For field epis the move towards the ideal role seems to be acquiring more analytic skills such as using R instead of Excel or learning to apply now/forecasting tools. Moving towards the idealised role that field epis should play in an outbreak is often conflated with the concept of capacity building. It seems to me that it is assumed that we can just keep building capacity in low and middle income countries and the outbreak analytics environment will keep improving. However, while I think capacity building should be prioritised for many reasons including global justice, I don’t think that it can fully solve the problems of differing incentives. Capacity building should also hopefully involve raising a generation of LMIC academics and RSEs. But why would those academics in LMICs have more productive collaborations with field epis in LMICs if they still face the same structural problems associated with publish or perish pressures that I described above.
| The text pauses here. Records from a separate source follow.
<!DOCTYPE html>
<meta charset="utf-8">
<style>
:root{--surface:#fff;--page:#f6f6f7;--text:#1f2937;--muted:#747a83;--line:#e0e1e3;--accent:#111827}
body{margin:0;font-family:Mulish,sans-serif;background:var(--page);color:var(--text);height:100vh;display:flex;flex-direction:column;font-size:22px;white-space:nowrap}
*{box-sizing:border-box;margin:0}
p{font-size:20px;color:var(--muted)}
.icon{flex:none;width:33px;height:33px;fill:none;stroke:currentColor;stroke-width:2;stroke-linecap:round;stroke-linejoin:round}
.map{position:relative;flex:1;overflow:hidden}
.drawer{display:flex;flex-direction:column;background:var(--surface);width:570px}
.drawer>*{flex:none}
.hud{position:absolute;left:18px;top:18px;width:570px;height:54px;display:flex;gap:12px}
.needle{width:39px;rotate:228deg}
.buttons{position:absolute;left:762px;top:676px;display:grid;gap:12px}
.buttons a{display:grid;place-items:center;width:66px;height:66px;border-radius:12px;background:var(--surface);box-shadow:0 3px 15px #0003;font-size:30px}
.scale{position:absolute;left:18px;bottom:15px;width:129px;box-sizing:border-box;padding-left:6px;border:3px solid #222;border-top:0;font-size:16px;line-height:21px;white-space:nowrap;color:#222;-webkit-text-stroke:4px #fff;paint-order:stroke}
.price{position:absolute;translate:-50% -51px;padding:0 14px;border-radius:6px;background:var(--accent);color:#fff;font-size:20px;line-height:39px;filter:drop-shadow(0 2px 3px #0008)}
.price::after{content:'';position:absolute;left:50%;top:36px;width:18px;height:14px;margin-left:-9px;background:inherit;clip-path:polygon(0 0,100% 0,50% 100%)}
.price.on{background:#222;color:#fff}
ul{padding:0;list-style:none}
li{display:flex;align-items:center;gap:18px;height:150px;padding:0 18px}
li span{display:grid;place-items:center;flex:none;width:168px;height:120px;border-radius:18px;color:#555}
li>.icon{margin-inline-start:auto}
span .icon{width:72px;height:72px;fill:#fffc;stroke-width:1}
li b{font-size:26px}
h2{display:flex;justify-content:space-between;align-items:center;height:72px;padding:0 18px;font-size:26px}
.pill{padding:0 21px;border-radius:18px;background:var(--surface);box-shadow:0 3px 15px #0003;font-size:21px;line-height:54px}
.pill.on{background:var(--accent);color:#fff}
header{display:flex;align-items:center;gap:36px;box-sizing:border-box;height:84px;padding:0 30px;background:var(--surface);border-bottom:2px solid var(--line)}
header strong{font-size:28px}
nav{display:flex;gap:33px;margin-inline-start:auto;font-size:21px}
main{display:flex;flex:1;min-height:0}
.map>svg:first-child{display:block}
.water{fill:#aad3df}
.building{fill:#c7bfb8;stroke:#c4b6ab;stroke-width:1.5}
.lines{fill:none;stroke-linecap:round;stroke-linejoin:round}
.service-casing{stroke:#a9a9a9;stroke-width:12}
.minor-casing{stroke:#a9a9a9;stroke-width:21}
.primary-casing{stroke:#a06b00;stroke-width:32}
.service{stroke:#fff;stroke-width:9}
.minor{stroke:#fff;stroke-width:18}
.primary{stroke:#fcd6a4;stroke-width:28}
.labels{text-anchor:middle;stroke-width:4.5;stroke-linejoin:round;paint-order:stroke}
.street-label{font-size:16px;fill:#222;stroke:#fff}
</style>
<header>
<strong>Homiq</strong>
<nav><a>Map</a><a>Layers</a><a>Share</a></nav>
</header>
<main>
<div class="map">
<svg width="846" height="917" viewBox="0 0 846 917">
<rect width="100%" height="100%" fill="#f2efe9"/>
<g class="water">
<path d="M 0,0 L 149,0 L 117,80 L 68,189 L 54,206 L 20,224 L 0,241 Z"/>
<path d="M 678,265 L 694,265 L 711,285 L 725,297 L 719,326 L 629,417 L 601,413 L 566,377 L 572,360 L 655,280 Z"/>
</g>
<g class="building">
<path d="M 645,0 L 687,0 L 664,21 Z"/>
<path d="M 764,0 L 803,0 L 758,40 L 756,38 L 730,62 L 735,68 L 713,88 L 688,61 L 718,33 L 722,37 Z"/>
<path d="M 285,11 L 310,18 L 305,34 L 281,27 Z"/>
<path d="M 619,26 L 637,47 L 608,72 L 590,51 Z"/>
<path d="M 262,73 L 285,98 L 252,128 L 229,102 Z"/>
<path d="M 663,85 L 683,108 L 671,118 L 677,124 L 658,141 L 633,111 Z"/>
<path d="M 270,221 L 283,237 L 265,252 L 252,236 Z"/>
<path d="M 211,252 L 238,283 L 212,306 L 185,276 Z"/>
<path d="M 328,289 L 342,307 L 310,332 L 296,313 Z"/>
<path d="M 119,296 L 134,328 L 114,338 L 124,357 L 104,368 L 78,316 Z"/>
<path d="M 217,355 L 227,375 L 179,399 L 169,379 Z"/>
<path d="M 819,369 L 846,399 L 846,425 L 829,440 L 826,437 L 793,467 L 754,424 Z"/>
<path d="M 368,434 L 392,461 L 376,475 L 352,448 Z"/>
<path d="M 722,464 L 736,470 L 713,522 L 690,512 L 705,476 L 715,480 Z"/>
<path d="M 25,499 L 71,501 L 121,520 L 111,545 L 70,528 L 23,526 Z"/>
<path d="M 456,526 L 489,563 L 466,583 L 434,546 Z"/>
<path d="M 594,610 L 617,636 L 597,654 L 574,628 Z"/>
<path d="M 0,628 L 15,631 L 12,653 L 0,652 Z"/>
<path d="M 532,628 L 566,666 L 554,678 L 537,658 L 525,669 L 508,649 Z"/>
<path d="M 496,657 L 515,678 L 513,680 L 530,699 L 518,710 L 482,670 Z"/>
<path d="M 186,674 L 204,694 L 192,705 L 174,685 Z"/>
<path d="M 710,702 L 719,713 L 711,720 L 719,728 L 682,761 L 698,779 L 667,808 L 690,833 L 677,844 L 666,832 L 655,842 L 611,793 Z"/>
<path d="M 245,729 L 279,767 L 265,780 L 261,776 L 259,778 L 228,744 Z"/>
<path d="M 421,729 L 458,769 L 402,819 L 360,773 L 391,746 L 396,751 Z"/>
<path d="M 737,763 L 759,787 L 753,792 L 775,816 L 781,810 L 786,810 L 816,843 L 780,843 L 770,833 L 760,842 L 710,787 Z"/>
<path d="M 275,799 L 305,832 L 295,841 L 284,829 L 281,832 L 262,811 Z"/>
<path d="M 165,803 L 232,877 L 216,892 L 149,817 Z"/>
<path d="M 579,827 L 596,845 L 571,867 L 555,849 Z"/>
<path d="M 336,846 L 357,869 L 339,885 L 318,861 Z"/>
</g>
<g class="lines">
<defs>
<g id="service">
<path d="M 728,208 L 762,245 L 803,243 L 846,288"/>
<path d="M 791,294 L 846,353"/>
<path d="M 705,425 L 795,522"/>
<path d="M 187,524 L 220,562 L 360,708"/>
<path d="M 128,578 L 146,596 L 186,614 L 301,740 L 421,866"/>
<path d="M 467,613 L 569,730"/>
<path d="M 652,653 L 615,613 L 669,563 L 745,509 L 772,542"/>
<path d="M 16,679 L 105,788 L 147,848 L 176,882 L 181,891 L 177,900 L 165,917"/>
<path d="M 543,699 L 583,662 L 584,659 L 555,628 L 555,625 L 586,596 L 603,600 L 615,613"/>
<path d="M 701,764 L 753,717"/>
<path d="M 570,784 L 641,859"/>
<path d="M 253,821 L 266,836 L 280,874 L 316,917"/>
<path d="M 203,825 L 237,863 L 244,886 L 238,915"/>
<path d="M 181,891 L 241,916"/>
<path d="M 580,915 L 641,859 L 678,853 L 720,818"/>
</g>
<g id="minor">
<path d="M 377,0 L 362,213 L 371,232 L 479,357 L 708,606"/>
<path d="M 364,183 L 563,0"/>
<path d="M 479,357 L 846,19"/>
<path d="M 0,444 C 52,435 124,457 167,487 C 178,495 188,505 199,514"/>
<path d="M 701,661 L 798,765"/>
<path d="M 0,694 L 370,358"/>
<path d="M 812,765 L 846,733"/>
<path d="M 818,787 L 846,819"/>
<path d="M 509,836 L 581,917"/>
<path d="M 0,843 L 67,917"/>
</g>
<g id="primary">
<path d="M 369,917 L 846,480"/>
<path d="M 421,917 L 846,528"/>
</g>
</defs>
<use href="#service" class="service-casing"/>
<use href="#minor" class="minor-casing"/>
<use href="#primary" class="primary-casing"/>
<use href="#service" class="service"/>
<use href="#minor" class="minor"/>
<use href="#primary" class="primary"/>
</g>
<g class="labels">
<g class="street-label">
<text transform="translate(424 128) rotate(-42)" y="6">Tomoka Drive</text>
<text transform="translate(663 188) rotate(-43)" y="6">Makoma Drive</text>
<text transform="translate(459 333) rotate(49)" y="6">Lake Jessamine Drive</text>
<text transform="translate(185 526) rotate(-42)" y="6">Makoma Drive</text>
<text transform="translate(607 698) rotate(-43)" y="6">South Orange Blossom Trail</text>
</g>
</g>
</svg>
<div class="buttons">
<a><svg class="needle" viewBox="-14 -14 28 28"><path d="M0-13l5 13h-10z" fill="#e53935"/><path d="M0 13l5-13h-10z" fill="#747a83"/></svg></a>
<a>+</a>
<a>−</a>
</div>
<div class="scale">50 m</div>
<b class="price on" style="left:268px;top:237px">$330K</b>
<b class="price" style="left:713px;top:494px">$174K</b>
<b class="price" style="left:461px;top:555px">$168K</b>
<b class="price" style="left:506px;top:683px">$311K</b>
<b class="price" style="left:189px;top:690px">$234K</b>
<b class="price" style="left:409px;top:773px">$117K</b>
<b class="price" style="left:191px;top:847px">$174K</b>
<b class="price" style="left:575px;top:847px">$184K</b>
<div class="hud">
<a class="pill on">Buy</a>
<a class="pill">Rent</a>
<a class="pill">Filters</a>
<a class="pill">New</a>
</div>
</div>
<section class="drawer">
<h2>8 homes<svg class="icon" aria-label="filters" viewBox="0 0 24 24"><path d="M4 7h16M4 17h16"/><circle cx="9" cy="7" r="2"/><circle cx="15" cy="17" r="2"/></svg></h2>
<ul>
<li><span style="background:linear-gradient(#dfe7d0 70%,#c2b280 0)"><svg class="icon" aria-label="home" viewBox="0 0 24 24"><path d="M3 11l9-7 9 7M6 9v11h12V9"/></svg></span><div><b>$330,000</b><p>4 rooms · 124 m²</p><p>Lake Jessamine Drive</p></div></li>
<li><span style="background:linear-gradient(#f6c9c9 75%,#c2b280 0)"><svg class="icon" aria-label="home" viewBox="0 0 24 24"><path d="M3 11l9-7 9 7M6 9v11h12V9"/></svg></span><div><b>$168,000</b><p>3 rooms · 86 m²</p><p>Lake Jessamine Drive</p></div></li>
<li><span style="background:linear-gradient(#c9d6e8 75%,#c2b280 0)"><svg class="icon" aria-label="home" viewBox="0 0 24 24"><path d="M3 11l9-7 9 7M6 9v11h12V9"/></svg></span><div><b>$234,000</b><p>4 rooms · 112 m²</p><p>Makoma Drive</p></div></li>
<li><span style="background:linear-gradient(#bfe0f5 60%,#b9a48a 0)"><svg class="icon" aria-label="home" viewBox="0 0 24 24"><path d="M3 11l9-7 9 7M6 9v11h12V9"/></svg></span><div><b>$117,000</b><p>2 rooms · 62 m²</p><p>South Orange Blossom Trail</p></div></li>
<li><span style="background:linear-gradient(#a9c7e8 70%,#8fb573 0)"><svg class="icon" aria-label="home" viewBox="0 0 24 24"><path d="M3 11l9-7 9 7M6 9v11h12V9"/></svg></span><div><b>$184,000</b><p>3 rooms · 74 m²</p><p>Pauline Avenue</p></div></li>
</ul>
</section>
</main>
The problems mentioned here are large structural problems that it is unlikely one grant will fix. That does not mean that the Epiverse initiative (or other similar initiatives) cannot make productive steps towards producing the ideal outbreak analytics environment. Throughout the workshop there were many other smaller problems that were highlighted that can already be sorted within the existing system of incentives. Envisioning our ideal analytics environment will help those doing the work to keep one eye on the destination, which it can sometimes be hard to recall during days spent tacking individual problems. Here I’ve laid out roughly the roles that I thought people were describing during the workshop, but they are not set in stone and I’d be happy for the community to amend them.
Lofty goals such as ideal outbreak analytics environments and structural changes in academia naturally lead to a certain amount of cynicism. As others have mentioned similar workshops have happened before and no great deal of change came about as a result. A small degree of scepticism is healthy. It is important to be clear and honest with yourselves about your progress. But it’s important not to let this scepticism inhibit your ability to engage with further efforts in good faith. It’s unlikely that any of the large structural changes of the past that we now take for granted succeeded the first time anyone tried to make them happen. It’s quite difficult to tell at the outset whether you are part of the attempt that makes it, all you can do is try.